## What to do
Write out every line below that contains "Greek".

## Provided entries
───

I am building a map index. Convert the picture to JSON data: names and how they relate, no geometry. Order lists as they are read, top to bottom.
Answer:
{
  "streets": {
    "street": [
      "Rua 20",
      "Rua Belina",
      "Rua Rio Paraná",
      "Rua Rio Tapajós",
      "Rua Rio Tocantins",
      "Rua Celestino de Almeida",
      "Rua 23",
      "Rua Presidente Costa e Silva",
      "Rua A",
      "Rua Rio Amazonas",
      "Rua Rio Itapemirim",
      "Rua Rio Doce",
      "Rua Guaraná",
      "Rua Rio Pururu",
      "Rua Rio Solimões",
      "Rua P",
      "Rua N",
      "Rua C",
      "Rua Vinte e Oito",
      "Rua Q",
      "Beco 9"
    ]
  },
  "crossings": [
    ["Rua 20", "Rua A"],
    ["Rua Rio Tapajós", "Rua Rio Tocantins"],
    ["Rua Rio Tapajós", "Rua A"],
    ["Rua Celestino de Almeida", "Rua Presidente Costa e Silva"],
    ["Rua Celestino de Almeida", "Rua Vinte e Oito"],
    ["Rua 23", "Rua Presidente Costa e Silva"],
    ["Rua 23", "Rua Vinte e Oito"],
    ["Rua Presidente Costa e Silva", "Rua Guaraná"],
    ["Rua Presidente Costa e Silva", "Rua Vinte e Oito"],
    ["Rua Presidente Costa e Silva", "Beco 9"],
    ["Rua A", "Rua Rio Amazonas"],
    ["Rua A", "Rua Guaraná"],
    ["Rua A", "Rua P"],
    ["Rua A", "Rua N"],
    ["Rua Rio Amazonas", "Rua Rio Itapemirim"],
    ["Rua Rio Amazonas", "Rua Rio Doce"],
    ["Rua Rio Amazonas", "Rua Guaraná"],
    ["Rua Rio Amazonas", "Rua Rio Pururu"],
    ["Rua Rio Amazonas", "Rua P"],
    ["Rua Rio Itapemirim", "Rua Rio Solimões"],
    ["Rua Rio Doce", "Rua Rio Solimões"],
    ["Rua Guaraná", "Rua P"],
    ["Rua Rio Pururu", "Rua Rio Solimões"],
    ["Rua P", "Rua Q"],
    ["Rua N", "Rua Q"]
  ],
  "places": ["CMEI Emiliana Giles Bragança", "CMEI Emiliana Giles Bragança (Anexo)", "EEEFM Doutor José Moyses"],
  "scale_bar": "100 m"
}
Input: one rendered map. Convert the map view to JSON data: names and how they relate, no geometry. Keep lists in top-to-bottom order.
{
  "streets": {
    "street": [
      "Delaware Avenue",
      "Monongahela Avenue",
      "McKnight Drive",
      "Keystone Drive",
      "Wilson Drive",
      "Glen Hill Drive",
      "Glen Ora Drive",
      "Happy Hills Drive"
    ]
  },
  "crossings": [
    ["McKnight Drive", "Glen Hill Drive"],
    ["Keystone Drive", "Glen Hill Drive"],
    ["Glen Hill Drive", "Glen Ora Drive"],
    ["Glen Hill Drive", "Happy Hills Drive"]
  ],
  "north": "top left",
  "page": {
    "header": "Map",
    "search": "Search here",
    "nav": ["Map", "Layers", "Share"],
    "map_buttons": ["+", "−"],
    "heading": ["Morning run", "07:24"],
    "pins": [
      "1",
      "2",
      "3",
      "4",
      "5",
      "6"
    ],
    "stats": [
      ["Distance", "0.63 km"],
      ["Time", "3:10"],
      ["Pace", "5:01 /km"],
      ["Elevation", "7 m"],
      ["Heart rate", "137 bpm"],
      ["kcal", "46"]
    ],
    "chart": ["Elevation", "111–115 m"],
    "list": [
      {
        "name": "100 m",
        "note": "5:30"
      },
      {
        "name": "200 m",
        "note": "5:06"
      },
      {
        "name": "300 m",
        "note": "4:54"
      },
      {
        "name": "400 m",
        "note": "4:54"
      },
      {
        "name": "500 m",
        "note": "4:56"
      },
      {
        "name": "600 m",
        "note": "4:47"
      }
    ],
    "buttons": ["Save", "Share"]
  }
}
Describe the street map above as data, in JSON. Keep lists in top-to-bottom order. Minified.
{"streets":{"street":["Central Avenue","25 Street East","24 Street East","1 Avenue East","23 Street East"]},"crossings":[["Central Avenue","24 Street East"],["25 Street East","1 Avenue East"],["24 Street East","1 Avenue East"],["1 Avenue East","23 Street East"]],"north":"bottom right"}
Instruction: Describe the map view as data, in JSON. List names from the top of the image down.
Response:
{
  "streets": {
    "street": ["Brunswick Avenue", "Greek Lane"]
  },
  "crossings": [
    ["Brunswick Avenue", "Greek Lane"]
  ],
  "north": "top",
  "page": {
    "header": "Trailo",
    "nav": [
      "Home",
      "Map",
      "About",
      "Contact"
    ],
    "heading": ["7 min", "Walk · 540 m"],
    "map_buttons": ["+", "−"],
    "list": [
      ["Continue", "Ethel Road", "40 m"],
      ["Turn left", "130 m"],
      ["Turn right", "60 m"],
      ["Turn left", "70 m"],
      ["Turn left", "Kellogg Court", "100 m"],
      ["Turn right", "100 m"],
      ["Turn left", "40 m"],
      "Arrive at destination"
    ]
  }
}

───

## Written response
    "street": ["Brunswick Avenue", "Greek Lane"]
    ["Brunswick Avenue", "Greek Lane"]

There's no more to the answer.